The answer should consist of each line from the data below that includes "shadow".

▸ **Excerpted records**
● ● ● ● ● ● ●

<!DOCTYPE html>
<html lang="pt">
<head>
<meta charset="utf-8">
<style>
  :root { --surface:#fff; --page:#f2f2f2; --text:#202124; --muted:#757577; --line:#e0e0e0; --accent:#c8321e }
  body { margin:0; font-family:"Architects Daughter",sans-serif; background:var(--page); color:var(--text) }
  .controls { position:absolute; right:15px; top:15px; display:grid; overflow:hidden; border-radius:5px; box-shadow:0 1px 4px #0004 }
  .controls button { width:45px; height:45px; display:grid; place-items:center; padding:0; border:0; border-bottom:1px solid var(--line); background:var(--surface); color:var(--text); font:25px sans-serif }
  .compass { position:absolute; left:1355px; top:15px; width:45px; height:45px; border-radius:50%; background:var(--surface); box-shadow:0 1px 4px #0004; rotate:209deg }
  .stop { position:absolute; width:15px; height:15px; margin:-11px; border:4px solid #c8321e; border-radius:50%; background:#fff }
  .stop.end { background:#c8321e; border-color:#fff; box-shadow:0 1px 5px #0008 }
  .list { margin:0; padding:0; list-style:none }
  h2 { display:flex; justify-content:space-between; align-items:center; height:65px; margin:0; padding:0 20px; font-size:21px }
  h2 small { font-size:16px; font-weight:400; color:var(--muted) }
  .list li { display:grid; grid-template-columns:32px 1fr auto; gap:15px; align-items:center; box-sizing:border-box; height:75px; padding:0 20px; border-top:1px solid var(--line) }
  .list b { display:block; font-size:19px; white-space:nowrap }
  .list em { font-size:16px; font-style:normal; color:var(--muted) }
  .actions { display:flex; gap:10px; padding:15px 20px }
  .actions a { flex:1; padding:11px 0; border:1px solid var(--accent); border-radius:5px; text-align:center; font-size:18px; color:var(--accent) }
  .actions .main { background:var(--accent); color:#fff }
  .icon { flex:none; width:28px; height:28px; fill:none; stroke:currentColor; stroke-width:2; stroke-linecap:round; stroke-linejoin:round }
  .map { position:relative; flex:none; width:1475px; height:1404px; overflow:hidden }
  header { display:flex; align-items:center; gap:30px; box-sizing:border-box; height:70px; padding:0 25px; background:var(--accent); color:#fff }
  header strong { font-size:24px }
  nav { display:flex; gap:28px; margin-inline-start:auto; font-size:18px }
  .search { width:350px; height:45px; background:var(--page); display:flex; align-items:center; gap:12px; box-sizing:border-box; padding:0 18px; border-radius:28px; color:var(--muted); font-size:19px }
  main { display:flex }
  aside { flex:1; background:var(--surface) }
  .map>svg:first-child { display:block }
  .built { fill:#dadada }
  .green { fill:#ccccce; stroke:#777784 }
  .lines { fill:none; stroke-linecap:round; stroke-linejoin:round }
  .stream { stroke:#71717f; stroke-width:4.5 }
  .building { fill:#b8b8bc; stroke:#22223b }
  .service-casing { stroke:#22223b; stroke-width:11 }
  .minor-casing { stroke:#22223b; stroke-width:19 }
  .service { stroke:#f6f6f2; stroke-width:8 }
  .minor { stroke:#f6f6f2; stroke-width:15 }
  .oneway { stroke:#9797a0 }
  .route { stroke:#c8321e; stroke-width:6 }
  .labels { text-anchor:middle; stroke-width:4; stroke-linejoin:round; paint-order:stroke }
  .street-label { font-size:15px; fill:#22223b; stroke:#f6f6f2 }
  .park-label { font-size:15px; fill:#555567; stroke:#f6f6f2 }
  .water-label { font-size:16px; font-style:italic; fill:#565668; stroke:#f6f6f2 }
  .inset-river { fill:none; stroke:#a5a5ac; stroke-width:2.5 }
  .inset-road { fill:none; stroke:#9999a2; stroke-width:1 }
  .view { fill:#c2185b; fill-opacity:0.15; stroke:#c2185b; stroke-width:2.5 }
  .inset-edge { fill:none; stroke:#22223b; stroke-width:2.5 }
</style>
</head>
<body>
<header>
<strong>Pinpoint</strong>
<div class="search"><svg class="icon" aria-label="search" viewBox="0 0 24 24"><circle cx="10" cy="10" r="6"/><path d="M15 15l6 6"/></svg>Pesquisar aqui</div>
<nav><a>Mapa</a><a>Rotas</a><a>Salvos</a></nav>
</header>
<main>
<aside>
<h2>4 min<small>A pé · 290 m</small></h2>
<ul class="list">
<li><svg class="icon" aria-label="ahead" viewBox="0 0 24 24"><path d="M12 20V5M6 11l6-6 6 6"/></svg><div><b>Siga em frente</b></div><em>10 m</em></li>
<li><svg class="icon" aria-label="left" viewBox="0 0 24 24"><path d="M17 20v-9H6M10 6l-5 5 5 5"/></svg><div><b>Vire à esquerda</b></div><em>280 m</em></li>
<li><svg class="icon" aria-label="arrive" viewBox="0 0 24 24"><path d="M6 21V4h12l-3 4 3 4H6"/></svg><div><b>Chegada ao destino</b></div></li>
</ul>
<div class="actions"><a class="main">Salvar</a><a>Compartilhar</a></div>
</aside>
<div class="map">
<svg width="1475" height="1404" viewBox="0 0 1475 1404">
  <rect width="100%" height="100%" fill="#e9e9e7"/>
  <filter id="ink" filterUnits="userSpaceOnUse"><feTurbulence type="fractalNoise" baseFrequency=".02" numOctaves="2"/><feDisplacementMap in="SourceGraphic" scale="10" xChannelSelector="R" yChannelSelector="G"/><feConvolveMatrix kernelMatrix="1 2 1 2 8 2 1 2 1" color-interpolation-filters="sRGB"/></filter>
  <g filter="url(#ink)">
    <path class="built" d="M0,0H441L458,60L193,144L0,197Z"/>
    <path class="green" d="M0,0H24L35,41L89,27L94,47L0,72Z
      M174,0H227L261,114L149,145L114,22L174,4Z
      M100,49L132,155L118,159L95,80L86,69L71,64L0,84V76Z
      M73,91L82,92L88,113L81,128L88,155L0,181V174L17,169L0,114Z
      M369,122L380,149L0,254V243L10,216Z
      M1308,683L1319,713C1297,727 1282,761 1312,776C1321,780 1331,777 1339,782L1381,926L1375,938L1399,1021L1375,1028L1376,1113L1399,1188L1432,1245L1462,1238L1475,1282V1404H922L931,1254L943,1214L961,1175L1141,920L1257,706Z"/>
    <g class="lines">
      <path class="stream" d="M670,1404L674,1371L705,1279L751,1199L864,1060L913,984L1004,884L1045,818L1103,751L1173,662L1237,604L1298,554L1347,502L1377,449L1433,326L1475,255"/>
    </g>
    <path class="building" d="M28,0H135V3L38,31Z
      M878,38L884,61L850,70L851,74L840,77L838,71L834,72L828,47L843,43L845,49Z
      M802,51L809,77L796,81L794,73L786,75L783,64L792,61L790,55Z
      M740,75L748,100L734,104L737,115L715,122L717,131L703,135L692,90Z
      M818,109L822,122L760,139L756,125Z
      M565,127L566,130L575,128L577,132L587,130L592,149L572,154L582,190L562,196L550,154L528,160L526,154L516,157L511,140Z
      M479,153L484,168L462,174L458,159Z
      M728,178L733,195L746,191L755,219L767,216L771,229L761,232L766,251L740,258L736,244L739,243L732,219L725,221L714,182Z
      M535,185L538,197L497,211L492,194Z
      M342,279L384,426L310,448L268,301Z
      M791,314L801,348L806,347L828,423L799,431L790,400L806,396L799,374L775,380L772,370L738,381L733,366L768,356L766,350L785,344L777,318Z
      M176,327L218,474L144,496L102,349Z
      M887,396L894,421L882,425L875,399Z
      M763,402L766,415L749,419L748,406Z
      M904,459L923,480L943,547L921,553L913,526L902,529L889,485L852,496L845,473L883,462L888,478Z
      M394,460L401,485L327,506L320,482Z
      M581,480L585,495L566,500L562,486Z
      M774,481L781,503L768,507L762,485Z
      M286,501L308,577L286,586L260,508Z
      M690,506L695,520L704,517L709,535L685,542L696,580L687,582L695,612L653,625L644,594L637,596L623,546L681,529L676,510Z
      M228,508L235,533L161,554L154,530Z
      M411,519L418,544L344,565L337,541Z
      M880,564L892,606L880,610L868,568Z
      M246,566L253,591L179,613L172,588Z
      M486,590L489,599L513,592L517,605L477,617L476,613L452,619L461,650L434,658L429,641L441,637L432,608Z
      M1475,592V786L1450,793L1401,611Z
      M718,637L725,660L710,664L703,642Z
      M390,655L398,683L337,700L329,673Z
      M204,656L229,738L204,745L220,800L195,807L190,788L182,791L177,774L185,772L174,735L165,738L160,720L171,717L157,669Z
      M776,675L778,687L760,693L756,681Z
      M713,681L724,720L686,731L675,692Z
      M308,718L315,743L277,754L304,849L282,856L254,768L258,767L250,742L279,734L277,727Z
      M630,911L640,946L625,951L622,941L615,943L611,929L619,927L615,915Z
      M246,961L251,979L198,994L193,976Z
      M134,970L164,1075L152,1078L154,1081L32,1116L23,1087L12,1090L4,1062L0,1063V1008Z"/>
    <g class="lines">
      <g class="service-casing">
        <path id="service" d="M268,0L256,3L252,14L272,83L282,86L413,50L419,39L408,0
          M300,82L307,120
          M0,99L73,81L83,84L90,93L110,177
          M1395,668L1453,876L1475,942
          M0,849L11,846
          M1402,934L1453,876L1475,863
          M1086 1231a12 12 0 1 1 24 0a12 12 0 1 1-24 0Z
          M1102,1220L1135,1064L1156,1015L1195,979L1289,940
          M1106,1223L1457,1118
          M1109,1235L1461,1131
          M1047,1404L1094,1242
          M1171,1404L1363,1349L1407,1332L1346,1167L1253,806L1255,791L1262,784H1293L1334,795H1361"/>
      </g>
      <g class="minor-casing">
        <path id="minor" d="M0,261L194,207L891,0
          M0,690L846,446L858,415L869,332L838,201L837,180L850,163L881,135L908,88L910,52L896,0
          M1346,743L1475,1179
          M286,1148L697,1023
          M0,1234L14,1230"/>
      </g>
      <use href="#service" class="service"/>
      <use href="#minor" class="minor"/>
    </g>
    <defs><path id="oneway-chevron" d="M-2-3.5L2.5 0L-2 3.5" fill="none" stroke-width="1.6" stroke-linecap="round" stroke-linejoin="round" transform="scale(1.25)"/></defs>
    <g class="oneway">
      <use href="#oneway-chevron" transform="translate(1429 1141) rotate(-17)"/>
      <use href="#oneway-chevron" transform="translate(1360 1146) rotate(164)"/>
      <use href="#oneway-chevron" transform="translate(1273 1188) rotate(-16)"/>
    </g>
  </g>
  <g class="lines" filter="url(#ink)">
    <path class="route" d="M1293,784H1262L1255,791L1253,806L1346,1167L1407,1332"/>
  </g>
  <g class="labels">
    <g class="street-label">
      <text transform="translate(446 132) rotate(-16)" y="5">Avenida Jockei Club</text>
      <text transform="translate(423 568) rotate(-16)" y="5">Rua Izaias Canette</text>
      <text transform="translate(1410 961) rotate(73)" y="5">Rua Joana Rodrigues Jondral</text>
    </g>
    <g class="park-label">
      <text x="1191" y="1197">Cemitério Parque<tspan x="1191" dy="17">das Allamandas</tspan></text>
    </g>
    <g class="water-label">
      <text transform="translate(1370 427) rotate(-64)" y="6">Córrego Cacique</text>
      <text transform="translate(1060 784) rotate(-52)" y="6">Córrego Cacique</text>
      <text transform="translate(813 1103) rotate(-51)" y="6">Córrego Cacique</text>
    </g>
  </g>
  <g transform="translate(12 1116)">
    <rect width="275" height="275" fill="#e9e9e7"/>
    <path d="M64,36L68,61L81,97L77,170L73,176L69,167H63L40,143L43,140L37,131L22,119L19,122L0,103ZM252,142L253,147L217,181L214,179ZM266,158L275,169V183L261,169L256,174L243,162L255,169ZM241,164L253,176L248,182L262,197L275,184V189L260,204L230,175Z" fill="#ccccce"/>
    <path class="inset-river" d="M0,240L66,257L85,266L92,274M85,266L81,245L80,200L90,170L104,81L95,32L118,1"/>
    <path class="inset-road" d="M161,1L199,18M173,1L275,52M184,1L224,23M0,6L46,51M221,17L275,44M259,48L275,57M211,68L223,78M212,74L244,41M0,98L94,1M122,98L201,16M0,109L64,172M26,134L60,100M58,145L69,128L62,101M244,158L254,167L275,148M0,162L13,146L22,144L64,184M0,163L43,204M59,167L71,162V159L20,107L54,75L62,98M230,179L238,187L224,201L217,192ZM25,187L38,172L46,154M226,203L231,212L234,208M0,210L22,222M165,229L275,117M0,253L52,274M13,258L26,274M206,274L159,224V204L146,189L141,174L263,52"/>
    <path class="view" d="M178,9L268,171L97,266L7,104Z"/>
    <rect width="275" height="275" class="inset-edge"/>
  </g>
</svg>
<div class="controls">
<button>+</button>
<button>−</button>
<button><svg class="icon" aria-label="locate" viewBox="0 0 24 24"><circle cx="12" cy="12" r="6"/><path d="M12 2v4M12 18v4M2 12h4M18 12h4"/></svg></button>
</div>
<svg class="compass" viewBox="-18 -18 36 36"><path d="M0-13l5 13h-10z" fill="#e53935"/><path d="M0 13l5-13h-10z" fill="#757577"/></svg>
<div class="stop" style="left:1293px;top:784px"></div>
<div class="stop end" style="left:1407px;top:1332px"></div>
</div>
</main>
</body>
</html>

● ● ● ● ● ● ●

▸ **Exercise output**
  .controls { position:absolute; right:15px; top:15px; display:grid; overflow:hidden; border-radius:5px; box-shadow:0 1px 4px #0004 }
  .compass { position:absolute; left:1355px; top:15px; width:45px; height:45px; border-radius:50%; background:var(--surface); box-shadow:0 1px 4px #0004; rotate:209deg }
  .stop.end { background:#c8321e; border-color:#fff; box-shadow:0 1px 5px #0008 }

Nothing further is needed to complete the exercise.